VANDALISMO AL TEMPO DEL COVID

06.04.2021

ll vandalismo espresso sulle opere d'arte non distrugge solo la storia, ma anche una parte di noi.

Tutti noi ci stiamo misurando con un delicato quanto drammatico momento storico che ci sta ponendo di fronte a una profonda crisi sociale e disorientamento identitario.

I giovani, in particolar modo, già protagonisti di un'età ricca di sconvolgimenti interiori e di incertezze, sono ora lasciati soli, lontani da figure di riferimento formative e dalle istituzioni scolastiche che prima offrivano un orientamento verso una maggiore consapevolezza di sé e del futuro.

Le conseguenze di questo abbandono si stanno riversando, in alcuni casi, in atteggiamenti esplosivi di aggressione e di ribellione che si manifestano talvolta in atti di vandalismo, anche sulle opere d'arte.

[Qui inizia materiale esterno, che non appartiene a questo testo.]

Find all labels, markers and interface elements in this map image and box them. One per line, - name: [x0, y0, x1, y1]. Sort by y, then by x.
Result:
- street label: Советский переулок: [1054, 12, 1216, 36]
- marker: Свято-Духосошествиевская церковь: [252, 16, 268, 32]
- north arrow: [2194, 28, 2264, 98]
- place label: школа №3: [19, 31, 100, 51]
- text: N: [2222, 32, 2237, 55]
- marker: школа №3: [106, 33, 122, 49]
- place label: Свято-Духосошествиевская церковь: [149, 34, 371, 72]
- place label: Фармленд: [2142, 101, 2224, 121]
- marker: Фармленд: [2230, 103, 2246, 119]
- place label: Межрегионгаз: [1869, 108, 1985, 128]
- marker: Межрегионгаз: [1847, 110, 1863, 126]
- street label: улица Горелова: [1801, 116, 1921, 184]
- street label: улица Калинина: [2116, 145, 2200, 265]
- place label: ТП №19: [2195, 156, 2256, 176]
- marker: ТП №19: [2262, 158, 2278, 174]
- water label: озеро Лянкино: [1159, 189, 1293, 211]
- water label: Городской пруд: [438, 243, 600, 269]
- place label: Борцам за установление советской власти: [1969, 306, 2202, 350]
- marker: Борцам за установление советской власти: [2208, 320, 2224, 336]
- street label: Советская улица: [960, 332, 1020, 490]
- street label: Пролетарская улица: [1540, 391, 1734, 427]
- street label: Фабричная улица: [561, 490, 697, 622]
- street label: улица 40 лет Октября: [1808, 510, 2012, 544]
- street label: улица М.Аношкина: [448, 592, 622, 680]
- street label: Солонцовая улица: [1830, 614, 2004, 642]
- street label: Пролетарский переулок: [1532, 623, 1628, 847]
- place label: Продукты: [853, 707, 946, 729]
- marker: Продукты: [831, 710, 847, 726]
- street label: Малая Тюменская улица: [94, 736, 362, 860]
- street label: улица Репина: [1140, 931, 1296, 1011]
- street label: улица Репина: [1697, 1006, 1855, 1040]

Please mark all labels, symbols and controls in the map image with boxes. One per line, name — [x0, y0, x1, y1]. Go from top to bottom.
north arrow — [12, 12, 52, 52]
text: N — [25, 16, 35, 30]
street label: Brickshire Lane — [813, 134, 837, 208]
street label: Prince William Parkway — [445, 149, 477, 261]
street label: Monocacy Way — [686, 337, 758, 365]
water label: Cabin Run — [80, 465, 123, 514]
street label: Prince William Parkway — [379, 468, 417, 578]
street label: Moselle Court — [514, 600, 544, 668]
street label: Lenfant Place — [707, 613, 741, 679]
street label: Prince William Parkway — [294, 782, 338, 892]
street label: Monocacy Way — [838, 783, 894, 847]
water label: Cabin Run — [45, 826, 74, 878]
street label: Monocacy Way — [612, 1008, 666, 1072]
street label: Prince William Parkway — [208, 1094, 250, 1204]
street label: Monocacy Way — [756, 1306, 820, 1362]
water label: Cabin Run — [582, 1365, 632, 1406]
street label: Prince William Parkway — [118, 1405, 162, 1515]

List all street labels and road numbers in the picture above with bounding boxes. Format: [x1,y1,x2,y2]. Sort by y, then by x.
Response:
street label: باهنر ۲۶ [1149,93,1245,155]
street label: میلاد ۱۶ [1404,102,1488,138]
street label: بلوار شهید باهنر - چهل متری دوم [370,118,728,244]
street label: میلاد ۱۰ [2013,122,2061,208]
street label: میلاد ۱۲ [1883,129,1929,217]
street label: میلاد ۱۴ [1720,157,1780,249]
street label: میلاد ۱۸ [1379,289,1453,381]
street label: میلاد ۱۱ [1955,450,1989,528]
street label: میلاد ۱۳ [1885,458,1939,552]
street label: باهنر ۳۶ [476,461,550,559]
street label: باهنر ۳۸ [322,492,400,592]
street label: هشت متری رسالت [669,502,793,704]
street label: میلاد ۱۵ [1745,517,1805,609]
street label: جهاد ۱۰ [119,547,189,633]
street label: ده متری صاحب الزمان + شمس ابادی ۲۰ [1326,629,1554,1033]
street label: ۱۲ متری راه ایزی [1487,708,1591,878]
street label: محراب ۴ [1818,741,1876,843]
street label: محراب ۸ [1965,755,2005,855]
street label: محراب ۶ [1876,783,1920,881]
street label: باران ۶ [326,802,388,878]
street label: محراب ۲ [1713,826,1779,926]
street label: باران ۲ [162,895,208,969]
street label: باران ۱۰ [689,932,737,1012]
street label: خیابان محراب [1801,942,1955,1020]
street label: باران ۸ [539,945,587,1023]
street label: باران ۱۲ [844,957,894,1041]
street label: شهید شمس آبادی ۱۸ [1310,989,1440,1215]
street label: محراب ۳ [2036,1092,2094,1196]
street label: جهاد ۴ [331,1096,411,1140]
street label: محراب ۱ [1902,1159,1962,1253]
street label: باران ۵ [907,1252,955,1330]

Tali gesti di demolizione del "bello", che ci scuotono provocando amarezza e indignazione, nascondono, volendo leggerne le cause profonde, un urlo di protesta, di paura e una richiesta di attenzione. La logica implicita che traspare sembra infatti affermare che se non c'è un futuro, allora non esiste neanche un passato. Distruggere l'arte, e con essa i valori che rappresenta, è una sfida agli ideali che hanno sorretto la storia, come se l'epilogo, il momento presente, fosse talmente deludente da meritare niente meno che l'estinzione.

Tuttavia, l'opera d'arte non è un mero relitto del tempo: distruggendola non muore solo la testimonianza del passato ma anche una parte di noi, del nostro essere in divenire. Muore il progetto che è alla base della creazione e che non cessa mai di attualizzarsi in quanto inesauribile fonte di ispirazione, emozione, suggestione, materia viva che si racconta.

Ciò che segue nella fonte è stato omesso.